When I was about 11, I decided I wanted to try my hand at angling. So I saved up enough pocket-money to buy a rod from Hardy’s, a posh purveyor of angling tackle whose address – 61 Pall Mall – befitted a company that boasted several royal warrants. The salesman was understandably just a little bit sniffy about my request for a rod suitable for “coarse” fishing, as almost all of Hardy’s customers were interested solely in the more expensive fly-fishing tackle.
When I next visited Paris with my parents, we took a bus from the centre of the city to the western suburbs of Saint-Cloud. The vehicle was one of those long since obsolete vehicles in which the conductor sat cooped up in a tiny cubicle just by the back entrance doors next to an area reserved for standing passengers. No sooner had the bus started moving than the conductor, a rather chubby and friendly-looking man in his thirties spotted my fishing rod and asked me where I was thinking of going fishing. My answer – “the Seine” – was met with a gently dismissive smile and the advice that it definitely wasn’t worth my trying to fish in the Seine as the only things I might catch would be drowned cats or chunks of melon peel.

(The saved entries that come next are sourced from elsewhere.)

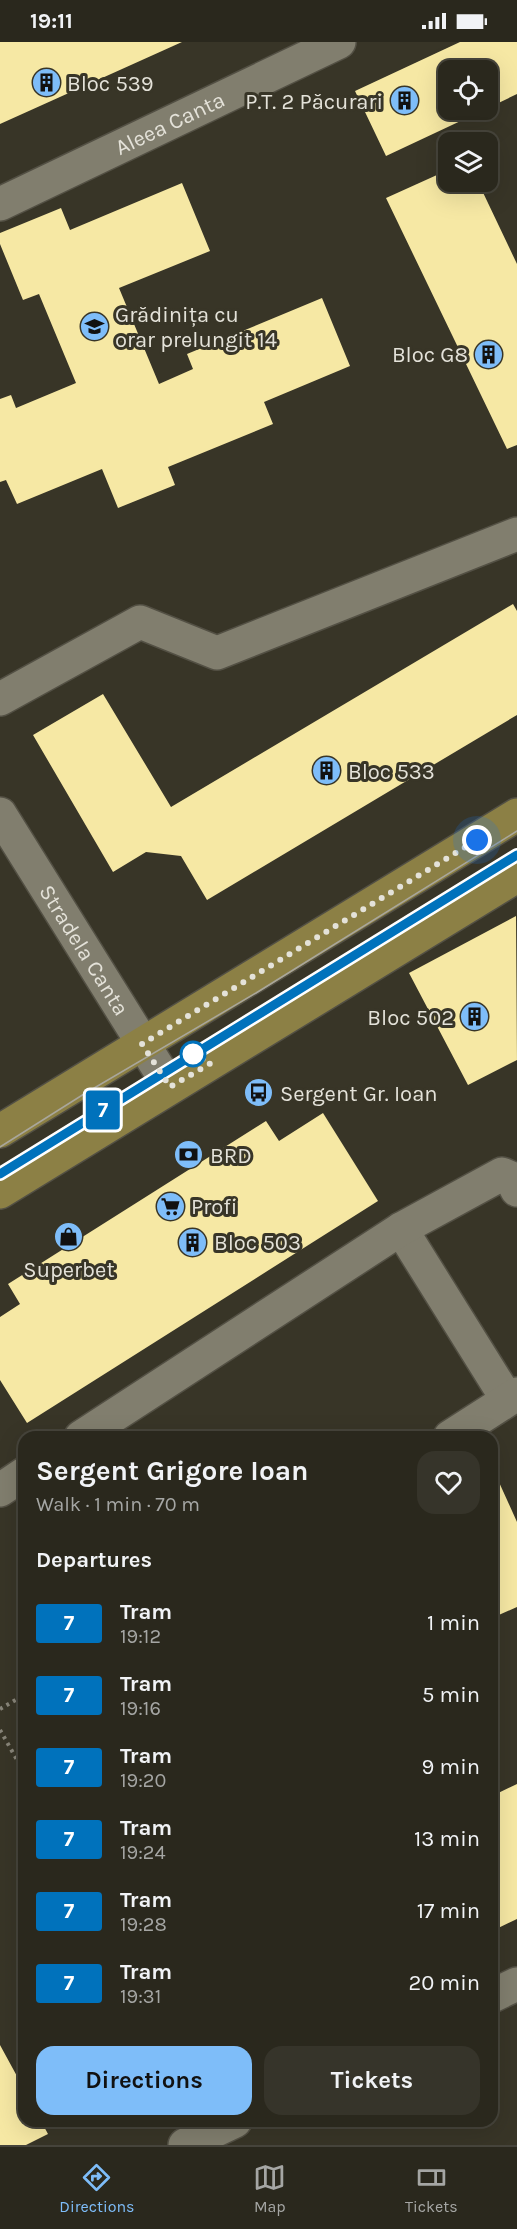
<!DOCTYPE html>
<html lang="en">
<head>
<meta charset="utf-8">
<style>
  body { margin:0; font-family:Karla,sans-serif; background:#36342a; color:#f1f3f6; height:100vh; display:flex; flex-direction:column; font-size:22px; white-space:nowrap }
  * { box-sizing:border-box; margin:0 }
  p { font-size:20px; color:#a5a6a4 }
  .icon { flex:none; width:33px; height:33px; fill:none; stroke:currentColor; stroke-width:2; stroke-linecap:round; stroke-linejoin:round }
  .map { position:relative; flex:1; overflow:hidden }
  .details { position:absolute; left:18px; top:1389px; width:480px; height:696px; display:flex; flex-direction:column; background:#2a281d; border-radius:18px; box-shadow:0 6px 24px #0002,0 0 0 2px #46443b }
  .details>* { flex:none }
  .badge { padding:0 12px; border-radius:4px; font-size:21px; line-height:39px }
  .fabs { position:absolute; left:438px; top:18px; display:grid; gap:12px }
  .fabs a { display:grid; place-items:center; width:60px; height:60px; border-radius:12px; background:#2a281d; box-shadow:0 6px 24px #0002,0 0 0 2px #46443b; font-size:30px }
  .you { position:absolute; width:30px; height:30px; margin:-15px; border:4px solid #fff; border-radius:50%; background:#1a73e8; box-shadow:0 0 0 9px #1a73e833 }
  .map>.badge { position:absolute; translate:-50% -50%; box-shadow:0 0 0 3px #fff }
  h2 { padding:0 18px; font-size:22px; line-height:54px }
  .round { display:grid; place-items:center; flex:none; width:63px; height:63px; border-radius:18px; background:#36342a }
  .head { display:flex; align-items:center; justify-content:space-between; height:102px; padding:0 18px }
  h1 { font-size:28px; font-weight:700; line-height:45px }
  .action { display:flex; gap:12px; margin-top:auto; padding:12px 18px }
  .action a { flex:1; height:69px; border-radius:18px; background:#7ebdf9; color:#111; font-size:24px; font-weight:700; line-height:69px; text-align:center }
  .action a+a { background:#36342a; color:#f1f3f6 }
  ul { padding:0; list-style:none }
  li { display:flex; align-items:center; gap:18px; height:72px; padding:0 18px }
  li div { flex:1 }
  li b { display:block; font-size:22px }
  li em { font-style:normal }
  li .badge { min-width:66px; font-weight:700; text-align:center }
  .status { display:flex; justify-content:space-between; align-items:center; height:42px; padding:0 30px; background:#2a281d; direction:ltr }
  .status svg { height:16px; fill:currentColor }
  .dock { display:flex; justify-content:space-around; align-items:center; height:84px; border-top:2px solid #46443b; background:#2a281d; font-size:16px; color:#a5a6a4 }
  .dock a { display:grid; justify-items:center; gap:3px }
  .dock .current { color:#7ebdf9 }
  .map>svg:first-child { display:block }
  .building { fill:#f6e8a4 }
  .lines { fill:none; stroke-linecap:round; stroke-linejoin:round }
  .minor-casing { stroke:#535044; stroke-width:36 }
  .major-casing { stroke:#535044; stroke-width:36 }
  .path { stroke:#888579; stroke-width:4; stroke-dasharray:3 4.5; stroke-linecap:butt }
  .minor { stroke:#817e6e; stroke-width:33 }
  .major { stroke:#8c8045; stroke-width:33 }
  .tram { stroke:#a9a69c; stroke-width:1.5 }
  .line-casing { stroke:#fff; stroke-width:14 }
  .line { stroke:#0072bc; stroke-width:9 }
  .walk { stroke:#e4e2d9; stroke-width:6; stroke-dasharray:0 10.8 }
  .stop-dot { fill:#fff; stroke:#0072bc; stroke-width:3 }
  .labels { text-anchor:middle; stroke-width:6; stroke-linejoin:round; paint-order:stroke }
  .poi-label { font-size:22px; fill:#e4e2d9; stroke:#383527; text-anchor:start }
  .street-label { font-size:22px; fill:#e4e2d9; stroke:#383527 }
</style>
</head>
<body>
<div class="status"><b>19:11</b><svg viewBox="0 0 49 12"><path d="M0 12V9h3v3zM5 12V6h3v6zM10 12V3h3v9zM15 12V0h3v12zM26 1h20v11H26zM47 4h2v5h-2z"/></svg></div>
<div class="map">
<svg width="517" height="2103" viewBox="0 0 517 2103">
  <rect width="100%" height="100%" fill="#383527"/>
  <!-- building -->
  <path class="building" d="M0 0H182L0 82Z
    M460 0H517V52L488 66V28H448V68H484L386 114 355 49Z
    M448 128V140H478L517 222V403L507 407 386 156Z
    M182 141 210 209 119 246 159 342 193 327 187 312 322 256 350 324 264 360 273 382 168 425 175 443 118 466 102 427 17 462 6 438 0 440V357L11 353 16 366 76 341 39 252 23 258 0 202V191L61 166 70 188Z
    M513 562 517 569V673L207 858 181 814 146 810 113 830 33 693 103 652 171 765Z
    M516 874 517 1018 468 1043 409 931Z
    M323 1071 378 1159 27 1381 0 1338V1275L20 1262 8 1242 266 1079 279 1099Z
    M498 1438 517 1480V1565L492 1576V1441Z
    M517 1742V1877L492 1889V1754Z
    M0 2003 24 2047V2079H41L48 2092 26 2103H0Z"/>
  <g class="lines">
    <defs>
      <g id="minor">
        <path id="s1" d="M0 162 339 0"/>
        <path d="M0 657 140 580 217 611 517 492"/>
        <path id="s2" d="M0 772 170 1045"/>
        <path d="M401 1187 507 1357"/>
        <path d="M81 1395 401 1187 502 1132 511 1136 517 1148"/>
        <path d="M450 1395 517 1352"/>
        <path d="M0 1448 24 1432"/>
        <path d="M492 1954 517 1942"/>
        <path d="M185 2103 235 2079"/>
      </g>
      <path id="major" d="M0 1089 517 773
        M0 1150 517 834"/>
    </defs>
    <!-- minor casing -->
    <use href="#minor" class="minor-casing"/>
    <!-- major casing -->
    <use href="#major" class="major-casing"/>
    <!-- path -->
    <path class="path" d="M0 1667 24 1653
      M0 1688 24 1730"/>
    <!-- minor -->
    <use href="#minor" class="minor"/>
    <!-- major -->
    <use href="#major" class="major"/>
    <!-- tram -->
    <path class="tram" d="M0 1105 84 1052 256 951 517 789
      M0 1132 517 813"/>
  </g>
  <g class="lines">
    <defs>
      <path id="line" d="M0 1132 517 813"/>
    </defs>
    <!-- line casing -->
    <use href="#line" class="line-casing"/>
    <!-- line -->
    <use href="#line" class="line"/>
    <!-- walk -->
    <path class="walk" d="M193 1012 211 1021 170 1045 142 1002 477 798"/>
  </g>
  <!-- icons -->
  <defs>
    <symbol id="building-disc" viewBox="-11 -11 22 22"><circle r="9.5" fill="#7ebdf9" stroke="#383527"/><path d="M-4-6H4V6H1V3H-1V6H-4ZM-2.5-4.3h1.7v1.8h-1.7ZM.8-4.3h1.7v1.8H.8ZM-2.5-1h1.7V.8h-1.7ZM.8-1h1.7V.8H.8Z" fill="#111"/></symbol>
    <symbol id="school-disc" viewBox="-11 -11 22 22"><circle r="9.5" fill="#7ebdf9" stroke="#383527"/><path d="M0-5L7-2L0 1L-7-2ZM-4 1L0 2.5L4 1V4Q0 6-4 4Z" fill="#111"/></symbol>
    <symbol id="bus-disc" viewBox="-11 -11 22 22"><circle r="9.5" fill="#7ebdf9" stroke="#383527"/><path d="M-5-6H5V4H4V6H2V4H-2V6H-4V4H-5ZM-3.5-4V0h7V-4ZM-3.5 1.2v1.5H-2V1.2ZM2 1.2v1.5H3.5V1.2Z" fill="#111"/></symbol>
    <symbol id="bank-disc" viewBox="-11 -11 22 22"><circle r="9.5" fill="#7ebdf9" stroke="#383527"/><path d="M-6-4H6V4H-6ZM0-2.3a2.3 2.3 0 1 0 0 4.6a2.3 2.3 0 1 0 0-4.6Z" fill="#111"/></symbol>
    <symbol id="supermarket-disc" viewBox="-11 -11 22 22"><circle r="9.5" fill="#7ebdf9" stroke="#383527"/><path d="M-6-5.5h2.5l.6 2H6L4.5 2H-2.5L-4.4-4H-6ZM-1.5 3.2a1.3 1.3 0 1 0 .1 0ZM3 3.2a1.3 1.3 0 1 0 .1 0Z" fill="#111"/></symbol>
    <symbol id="shop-disc" viewBox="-11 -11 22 22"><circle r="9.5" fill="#7ebdf9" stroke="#383527"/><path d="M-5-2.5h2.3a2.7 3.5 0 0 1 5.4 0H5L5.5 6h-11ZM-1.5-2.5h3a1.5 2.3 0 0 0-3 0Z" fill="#111"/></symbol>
  </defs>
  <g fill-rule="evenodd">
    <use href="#building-disc" x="30" y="24" width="33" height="33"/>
    <use href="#building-disc" x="388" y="42" width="33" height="33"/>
    <use href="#school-disc" x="78" y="268" width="33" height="33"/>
    <use href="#building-disc" x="472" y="296" width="33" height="33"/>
    <use href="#building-disc" x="310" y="712" width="33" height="33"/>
    <use href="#building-disc" x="458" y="958" width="33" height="33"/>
    <use href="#bus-disc" x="242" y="1034" width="33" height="33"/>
    <use href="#bank-disc" x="172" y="1096" width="33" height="33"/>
    <use href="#supermarket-disc" x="154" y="1148" width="33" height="33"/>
    <use href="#shop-disc" x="52" y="1178" width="33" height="33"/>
    <use href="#building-disc" x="176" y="1184" width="33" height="33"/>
  </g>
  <!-- markers -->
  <circle class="stop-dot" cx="193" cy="1012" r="12"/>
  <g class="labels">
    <!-- poi labels -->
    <g class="poi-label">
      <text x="67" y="49">Bloc 539</text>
      <text x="383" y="67" text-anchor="end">P.T. 2 Păcurari</text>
      <text x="115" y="280">Grădinița cu<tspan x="115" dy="25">orar prelungit 14</tspan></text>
      <text x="468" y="320" text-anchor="end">Bloc G8</text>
      <text x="348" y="737">Bloc 533</text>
      <text x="454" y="983" text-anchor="end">Bloc 502</text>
      <text x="280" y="1059">Sergent Gr. Ioan</text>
      <text x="210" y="1121">BRD</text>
      <text x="191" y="1172">Profi</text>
      <text x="214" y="1208">Bloc 503</text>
      <text x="69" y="1235" text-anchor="middle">Superbet</text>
    </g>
    <!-- street labels -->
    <g class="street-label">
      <text dy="8" stroke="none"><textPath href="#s1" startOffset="188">Aleea Canta</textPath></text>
      <text dy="8" stroke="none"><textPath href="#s2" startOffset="160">Stradela Canta</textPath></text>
    </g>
  </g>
</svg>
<div class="fabs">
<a><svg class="icon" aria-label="locate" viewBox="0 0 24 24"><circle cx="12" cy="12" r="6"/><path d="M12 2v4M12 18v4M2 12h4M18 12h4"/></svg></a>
<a><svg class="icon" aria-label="layers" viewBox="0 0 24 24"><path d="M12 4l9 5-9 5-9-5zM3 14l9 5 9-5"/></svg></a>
</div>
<div class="you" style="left:477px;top:798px"></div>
<b class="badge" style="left:103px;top:1068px;background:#0072bc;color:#fff">7</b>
<section class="details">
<div class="head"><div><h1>Sergent Grigore Ioan</h1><p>Walk · 1 min · 70 m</p></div><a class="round"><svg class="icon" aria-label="heart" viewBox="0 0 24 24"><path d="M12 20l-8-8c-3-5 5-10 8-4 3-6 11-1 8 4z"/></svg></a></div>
<h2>Departures</h2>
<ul>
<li><span class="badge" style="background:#0072bc;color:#fff">7</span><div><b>Tram</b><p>19:12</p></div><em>1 min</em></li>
<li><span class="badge" style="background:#0072bc;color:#fff">7</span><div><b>Tram</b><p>19:16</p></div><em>5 min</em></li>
<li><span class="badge" style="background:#0072bc;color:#fff">7</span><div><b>Tram</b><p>19:20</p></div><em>9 min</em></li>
<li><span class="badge" style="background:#0072bc;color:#fff">7</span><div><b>Tram</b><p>19:24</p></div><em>13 min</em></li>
<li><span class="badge" style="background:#0072bc;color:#fff">7</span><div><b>Tram</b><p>19:28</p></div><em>17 min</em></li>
<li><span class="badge" style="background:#0072bc;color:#fff">7</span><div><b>Tram</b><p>19:31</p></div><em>20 min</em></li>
</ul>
<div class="action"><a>Directions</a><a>Tickets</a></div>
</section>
</div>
<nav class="dock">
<a class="current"><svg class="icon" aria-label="directions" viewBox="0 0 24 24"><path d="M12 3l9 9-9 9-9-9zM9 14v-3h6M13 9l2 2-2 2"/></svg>Directions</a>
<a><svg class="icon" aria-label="map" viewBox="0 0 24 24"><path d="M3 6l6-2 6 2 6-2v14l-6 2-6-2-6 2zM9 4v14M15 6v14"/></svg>Map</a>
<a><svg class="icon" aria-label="tickets" viewBox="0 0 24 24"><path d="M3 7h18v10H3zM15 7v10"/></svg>Tickets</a>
</nav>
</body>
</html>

After this auspicious beginning, our conversation lasted all the way to Saint-Cloud, at which point my father asked Maurice – the four of us were very soon on first-name terms – if he could recommend a good bistrot in Saint-Cloud. He replied: “No problem, I end my shift at Saint-Cloud. I’ll show you one.” It was a convivial, if rather noisy, place full of hungry bus drivers and conductors enjoying straightforward cuisine bourgeoise served by energetic waitresses. When my father insisted on paying the whole bill, Maurice said firmly: “Okay, but next Sunday you must come to lunch chez nous.” “Nous” turned out to be his wife, Mireille, and two very young boys (whose names have since escaped me) in addition to Maurice. They all lived in a tiny two-roomed flat, consisting of a living-cum-dining room, a bedroom for the parents, a kitchenette and a bathroom. Sleeping quarters for the boys were two fold-away beds that they had to pull down from the wall in the living room. Mireille was extremely house proud, so we were politely asked on arrival to take off our shoes and put on patins (felt pads), so as not to scratch the polished parquet floor with bits of gravel.
The meal was simple but extraordinarily copious and varied. We kicked off with an apéritif of Pineau des Charentes (wine must blended with cognac). This was followed by a seemingly endless succession of dishes, ranging from saucisson à l’ail, pâté de campagne, hard-boiled eggs with mayonnaise (the real stuff, not some pale concoction squeezed out of a tube), macédoine de légumes, prawns, roast leg of lamb with mojettes (as white haricot beans are known in southwest France), lettuce salad, goat cheeses, crème caramel and homemade fruit tart.
Conversation revolved around the political situation in France in the early ‘50s, mostly seen from a Communist Party (CP) angle. Maurice had been a convinced Communist ever since the war, when he fought in the Resistance. He said his most vivid memory of that not very distant period was escaping from the Ile d’Oléron by bluffing his way through a Nazi roadblock disguised as a nun.
My parents and I kept in touch with the Huets every time we returned to Paris. And on one occasion we were invited to stay for a few days at their holiday home on Oléron. Maurice, who was born in the area, was justifiably proud of its culinary traditions. One day he bought a large quantity of mussels and announced that we would be eating an éclade, an unusual dish found only on Oléron and the nearby main coast of western France.
The cooking of the mussels was quite a complicated operation. Maurice placed a heavy plank on the ground of his back garden on which four nails had been driven in a square formation. He then carefully perched around the nails row after row of mussels with their openings facing upwards. He next gathered an impressive quantity of very dry pine needles, which he piled on top of the mussels. He set light to the needles, which then rapidly whooshed into an inferno. While the pine needles were doing the cooking of the mussels, faint whistling sounds could be heard as hot air issued from the “wretched creatures” (as Maurice called them) while they began to open their shells.
After about 10 minutes the mussels were ready. It has to be said that the resulting dish was a little messy, since a certain amount of pine-needle ash had fallen into the by-now half-open shells. But it lent the mussels a delicious slightly resinous flavour that gave the dish its distinctive touch. A welcome accompaniment was a glass or two of the crisp dry white wine of Oléron.
A few years later the Huets visited London and came to lunch with me and my parents in Highgate Village – or “Eejgatt Village” as Maurice pronounced it. They were pleasantly surprised by my mother’s cuisine, which had always had a strong French flavour. We last met in Paris when we were all much older, in 2002. Proof that a chance meeting on a bus that began with an angling lesson could later blossom into a long-lasting friendship.